▶ WHAT YOU HAVE TO DO
Your answer must consist of every line from the data below that includes the word "drawer".

▶ INPUT FOR THIS TASK
----

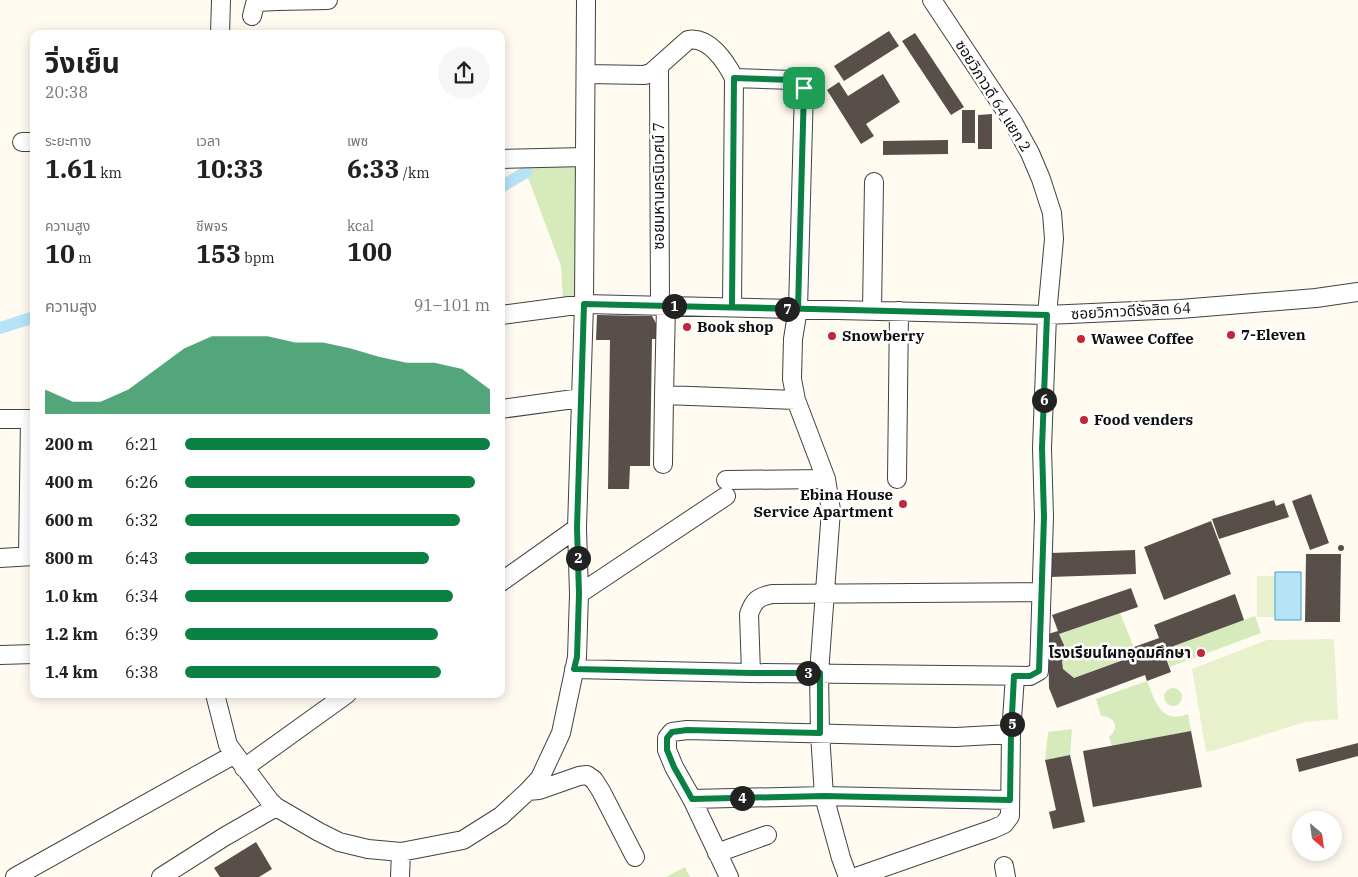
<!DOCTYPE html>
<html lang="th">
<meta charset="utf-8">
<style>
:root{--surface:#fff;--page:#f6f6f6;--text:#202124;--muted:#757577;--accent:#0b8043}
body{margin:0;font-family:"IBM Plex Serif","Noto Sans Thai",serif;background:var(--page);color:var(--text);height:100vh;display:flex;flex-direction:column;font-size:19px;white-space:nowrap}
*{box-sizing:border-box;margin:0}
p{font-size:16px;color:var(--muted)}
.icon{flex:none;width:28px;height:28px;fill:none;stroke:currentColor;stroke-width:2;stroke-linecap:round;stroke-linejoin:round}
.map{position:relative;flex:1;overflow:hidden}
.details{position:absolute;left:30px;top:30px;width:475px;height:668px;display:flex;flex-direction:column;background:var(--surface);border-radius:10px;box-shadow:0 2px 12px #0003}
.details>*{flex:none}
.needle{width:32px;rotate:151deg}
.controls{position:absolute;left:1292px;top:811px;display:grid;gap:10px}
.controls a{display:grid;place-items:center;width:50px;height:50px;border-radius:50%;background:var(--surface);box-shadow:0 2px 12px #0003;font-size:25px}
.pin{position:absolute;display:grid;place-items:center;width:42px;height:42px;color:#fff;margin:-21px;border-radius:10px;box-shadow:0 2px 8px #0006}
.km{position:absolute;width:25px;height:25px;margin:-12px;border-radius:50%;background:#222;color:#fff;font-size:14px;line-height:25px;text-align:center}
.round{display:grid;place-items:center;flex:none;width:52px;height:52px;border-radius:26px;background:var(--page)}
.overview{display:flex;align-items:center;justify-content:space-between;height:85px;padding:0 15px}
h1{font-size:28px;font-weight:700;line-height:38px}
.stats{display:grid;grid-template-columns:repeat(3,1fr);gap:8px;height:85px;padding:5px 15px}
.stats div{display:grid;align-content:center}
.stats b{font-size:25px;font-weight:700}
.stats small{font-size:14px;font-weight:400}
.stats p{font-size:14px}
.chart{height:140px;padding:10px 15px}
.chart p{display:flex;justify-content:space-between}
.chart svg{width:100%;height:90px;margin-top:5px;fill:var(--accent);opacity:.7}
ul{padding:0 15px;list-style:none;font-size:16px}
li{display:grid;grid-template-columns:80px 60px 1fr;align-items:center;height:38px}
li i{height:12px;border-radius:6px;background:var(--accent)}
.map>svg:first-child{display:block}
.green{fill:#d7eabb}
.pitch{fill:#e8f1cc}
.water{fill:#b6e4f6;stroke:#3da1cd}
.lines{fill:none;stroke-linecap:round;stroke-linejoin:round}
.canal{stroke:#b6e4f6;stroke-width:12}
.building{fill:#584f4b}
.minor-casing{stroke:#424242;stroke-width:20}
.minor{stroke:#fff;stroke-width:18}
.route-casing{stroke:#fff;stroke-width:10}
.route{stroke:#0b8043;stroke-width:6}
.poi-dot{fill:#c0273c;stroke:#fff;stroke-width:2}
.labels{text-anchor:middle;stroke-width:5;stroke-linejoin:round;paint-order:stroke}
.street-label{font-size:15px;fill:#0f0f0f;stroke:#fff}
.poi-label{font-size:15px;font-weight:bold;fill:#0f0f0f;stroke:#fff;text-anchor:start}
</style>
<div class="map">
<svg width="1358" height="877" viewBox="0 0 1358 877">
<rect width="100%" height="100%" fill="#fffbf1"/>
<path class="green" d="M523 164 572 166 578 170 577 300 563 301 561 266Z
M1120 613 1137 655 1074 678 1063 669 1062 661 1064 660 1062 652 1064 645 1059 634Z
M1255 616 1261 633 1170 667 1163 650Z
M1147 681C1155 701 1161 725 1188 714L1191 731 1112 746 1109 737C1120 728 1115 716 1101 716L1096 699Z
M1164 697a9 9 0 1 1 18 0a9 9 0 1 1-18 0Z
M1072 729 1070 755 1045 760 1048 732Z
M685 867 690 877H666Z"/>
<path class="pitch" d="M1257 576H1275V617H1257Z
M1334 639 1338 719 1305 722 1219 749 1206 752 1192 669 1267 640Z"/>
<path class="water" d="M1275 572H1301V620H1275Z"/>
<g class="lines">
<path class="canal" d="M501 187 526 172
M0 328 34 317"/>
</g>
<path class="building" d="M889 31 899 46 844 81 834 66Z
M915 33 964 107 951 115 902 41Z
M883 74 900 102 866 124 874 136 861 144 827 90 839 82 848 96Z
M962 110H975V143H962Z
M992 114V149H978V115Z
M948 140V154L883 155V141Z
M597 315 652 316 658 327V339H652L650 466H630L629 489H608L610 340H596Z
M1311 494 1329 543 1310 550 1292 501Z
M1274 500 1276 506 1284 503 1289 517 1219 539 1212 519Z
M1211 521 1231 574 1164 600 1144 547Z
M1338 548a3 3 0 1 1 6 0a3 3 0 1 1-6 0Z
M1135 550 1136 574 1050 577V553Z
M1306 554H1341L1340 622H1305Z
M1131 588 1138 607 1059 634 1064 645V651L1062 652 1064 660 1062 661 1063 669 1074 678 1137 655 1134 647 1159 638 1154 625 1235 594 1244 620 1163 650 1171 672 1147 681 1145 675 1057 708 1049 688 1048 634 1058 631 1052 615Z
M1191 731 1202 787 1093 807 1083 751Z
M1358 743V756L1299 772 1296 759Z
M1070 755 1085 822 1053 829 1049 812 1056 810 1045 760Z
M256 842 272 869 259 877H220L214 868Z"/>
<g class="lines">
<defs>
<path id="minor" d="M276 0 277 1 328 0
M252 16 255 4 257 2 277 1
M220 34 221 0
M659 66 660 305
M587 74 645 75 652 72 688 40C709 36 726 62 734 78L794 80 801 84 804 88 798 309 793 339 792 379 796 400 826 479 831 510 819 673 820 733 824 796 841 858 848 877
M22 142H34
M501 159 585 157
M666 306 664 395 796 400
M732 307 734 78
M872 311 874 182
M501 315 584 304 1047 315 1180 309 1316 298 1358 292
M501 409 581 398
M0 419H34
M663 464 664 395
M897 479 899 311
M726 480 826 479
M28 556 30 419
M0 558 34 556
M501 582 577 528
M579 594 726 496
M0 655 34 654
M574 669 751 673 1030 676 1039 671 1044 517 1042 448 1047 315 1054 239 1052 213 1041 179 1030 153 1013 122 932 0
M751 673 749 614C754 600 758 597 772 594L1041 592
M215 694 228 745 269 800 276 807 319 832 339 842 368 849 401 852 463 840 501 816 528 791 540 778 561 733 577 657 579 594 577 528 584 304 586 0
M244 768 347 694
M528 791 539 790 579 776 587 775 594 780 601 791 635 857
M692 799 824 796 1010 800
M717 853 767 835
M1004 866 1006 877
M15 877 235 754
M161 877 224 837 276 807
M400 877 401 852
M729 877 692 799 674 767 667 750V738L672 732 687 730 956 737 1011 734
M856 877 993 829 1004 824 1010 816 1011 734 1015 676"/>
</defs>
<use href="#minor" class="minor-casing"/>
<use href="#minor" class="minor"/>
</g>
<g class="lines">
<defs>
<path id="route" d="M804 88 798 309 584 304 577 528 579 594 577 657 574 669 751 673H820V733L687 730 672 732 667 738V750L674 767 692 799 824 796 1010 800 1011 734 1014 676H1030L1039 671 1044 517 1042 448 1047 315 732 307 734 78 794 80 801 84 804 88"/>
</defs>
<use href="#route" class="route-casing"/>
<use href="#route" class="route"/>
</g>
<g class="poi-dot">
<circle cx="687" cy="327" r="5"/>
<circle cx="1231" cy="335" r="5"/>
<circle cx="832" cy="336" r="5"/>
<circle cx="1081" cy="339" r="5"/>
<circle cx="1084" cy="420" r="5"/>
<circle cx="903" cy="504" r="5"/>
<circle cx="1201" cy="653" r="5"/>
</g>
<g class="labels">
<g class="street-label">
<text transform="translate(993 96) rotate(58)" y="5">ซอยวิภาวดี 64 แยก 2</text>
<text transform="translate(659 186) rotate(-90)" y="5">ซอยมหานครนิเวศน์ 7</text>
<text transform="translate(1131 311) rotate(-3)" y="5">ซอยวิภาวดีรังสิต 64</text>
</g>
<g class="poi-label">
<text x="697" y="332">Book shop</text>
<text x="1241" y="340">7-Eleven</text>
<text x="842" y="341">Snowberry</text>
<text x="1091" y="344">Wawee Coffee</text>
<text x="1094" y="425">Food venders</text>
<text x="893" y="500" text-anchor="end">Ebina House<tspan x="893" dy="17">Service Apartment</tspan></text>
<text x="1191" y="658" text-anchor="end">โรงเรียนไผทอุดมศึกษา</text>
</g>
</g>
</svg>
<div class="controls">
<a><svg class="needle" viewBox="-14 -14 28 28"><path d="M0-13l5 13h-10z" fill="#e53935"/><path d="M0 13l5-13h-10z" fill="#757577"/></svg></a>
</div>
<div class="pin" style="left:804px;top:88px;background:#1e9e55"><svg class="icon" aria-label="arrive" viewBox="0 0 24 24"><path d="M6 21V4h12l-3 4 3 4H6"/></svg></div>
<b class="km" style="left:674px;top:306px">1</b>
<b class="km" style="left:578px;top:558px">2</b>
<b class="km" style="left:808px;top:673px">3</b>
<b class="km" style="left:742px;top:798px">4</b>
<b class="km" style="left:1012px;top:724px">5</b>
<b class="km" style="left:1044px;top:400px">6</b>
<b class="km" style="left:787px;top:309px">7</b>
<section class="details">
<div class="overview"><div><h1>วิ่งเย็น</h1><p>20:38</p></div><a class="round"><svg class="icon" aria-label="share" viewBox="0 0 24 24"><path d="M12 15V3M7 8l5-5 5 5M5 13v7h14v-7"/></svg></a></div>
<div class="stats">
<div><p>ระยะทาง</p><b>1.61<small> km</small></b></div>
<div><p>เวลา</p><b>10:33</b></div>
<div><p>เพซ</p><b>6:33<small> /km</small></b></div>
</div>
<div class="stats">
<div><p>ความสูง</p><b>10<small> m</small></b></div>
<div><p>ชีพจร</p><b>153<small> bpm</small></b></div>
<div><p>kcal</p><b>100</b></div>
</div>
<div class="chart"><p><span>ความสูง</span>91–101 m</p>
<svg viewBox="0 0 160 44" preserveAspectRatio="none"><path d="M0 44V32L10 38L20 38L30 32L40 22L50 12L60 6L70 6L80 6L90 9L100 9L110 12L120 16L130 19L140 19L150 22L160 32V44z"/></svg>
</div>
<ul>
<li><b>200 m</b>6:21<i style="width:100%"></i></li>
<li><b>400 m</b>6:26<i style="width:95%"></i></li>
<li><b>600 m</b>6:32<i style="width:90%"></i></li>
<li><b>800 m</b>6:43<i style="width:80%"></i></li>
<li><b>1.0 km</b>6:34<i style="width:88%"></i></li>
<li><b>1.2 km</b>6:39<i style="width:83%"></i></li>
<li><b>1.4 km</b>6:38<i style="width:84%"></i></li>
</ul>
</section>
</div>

----

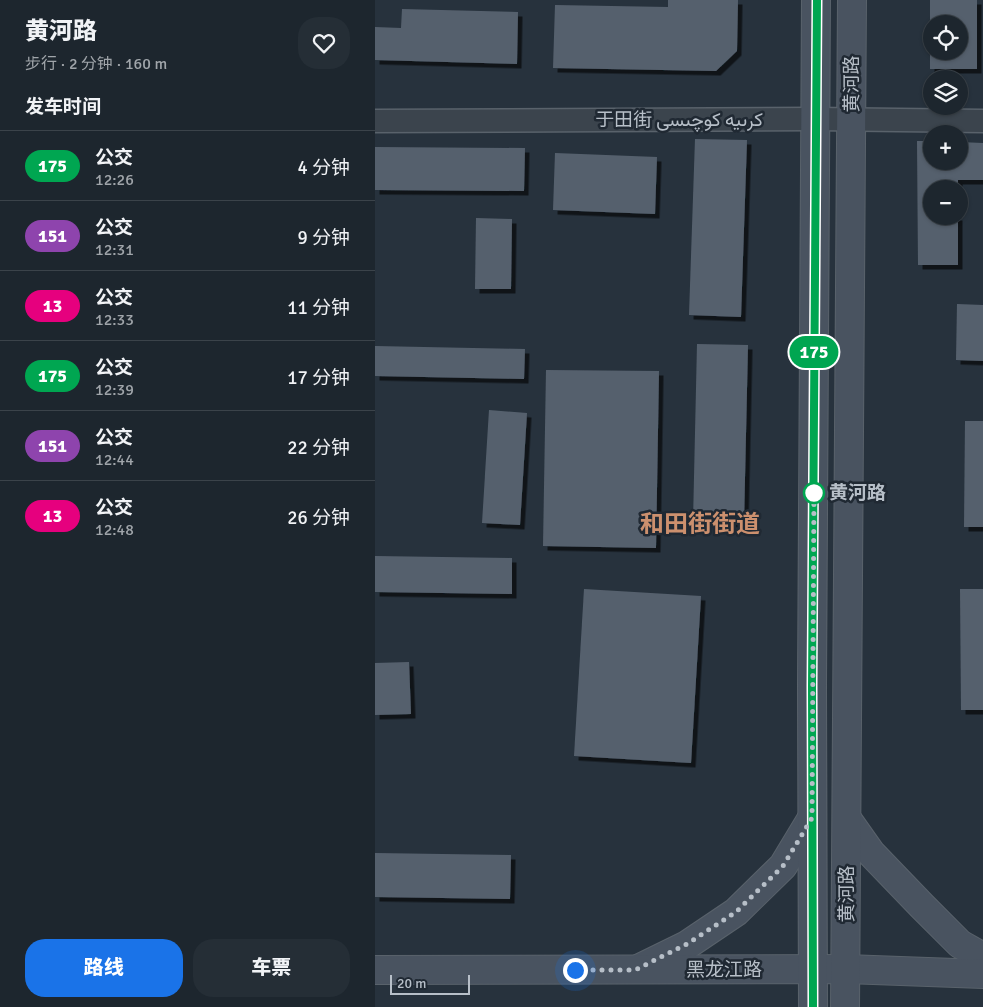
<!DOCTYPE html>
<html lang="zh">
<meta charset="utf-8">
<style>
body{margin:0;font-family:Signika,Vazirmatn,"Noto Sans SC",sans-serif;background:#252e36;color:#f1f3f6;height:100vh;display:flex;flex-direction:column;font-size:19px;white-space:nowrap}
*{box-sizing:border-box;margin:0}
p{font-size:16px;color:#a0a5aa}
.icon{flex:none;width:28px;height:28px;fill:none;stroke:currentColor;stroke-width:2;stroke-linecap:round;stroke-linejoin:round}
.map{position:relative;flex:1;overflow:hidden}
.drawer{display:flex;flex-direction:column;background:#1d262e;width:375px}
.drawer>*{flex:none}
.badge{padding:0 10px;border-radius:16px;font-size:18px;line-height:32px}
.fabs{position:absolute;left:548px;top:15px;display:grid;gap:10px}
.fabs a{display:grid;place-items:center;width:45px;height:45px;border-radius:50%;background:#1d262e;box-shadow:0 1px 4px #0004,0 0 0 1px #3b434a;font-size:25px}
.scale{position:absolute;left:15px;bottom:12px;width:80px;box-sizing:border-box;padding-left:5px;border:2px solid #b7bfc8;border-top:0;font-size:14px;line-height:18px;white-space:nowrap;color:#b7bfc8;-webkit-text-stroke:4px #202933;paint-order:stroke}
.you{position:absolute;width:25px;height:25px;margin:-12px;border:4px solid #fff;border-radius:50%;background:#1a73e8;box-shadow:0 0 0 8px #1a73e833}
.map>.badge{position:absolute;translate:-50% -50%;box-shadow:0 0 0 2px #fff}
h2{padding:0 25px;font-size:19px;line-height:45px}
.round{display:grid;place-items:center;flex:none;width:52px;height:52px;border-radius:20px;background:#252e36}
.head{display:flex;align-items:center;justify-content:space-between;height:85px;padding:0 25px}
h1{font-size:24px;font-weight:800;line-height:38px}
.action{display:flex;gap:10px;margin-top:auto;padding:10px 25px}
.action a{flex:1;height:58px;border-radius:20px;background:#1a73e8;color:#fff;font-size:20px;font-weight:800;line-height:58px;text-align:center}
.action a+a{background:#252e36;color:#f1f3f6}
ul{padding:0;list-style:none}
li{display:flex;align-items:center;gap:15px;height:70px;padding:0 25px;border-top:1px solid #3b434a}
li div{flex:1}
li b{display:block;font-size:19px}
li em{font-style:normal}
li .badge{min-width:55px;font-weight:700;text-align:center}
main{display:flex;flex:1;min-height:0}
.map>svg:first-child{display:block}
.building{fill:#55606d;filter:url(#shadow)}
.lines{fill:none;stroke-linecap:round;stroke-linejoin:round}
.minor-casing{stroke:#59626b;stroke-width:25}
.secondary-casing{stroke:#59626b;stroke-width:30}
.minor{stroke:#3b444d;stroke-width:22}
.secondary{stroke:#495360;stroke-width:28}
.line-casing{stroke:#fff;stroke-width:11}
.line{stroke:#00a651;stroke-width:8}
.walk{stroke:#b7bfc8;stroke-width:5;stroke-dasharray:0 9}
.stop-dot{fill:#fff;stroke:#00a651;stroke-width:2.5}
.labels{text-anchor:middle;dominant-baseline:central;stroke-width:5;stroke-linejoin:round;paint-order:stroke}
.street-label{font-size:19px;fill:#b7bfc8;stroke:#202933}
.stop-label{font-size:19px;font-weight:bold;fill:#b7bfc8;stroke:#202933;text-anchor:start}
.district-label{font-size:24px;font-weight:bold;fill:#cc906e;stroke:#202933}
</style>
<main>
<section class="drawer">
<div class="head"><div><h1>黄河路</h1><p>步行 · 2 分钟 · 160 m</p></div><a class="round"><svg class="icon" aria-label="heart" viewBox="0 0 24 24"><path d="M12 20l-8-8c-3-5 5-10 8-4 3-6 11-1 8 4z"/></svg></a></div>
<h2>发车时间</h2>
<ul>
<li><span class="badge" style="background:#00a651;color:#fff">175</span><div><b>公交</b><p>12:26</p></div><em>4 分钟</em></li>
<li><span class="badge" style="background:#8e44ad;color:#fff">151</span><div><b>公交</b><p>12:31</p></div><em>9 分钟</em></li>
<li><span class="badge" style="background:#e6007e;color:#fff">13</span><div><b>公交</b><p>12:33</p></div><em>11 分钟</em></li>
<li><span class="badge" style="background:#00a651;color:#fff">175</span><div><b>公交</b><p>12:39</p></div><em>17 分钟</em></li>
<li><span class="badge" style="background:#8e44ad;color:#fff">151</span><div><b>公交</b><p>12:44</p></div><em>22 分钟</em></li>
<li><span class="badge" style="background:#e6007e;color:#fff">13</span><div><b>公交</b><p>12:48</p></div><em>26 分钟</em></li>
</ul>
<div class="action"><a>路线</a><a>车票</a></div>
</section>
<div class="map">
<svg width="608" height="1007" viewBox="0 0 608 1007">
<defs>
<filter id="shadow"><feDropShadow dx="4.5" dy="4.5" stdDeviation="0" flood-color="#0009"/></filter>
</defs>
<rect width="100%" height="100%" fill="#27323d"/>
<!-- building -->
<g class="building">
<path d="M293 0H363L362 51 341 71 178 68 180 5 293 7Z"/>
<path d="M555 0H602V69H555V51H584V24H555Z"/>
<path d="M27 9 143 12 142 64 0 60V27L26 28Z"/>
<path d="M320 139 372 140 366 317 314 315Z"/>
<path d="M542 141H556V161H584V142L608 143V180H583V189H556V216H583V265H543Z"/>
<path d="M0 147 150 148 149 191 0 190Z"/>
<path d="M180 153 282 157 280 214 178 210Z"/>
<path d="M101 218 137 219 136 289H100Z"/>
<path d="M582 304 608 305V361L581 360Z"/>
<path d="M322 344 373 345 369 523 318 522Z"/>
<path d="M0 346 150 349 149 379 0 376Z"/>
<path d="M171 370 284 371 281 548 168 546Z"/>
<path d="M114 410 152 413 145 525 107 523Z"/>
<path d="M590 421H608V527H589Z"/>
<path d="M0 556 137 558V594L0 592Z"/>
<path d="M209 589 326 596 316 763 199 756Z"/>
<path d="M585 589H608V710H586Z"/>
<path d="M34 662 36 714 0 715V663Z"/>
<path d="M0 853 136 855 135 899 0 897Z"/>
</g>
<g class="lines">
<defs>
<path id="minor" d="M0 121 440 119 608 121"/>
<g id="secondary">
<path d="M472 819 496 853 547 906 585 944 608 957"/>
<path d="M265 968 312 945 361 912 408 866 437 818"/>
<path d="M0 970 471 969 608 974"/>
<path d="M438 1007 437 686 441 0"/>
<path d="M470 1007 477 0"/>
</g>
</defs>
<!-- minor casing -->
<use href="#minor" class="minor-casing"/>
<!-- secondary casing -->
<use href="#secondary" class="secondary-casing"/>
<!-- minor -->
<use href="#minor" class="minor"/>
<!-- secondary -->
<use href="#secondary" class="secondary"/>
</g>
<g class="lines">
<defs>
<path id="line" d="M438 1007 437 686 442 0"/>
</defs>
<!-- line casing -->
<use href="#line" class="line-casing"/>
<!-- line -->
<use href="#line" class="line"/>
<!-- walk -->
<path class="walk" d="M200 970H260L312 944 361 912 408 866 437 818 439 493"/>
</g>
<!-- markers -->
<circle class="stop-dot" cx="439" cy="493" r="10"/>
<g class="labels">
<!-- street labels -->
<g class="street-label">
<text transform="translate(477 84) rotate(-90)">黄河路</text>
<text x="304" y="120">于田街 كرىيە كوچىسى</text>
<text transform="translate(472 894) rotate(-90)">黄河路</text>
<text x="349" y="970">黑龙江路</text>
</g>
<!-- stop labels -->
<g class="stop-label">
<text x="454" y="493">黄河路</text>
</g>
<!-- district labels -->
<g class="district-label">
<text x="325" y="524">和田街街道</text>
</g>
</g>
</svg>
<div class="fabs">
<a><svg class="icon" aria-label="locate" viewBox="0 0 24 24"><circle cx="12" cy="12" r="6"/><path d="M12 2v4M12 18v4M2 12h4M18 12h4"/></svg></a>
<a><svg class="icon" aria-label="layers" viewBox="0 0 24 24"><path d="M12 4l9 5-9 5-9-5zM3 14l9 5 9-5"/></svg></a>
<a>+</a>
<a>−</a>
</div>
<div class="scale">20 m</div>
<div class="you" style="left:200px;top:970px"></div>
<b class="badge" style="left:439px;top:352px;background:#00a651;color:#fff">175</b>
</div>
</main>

----

▶ RESPONSE FOR THIS EXERCISE
.drawer{display:flex;flex-direction:column;background:#1d262e;width:375px}
.drawer>*{flex:none}
<section class="drawer">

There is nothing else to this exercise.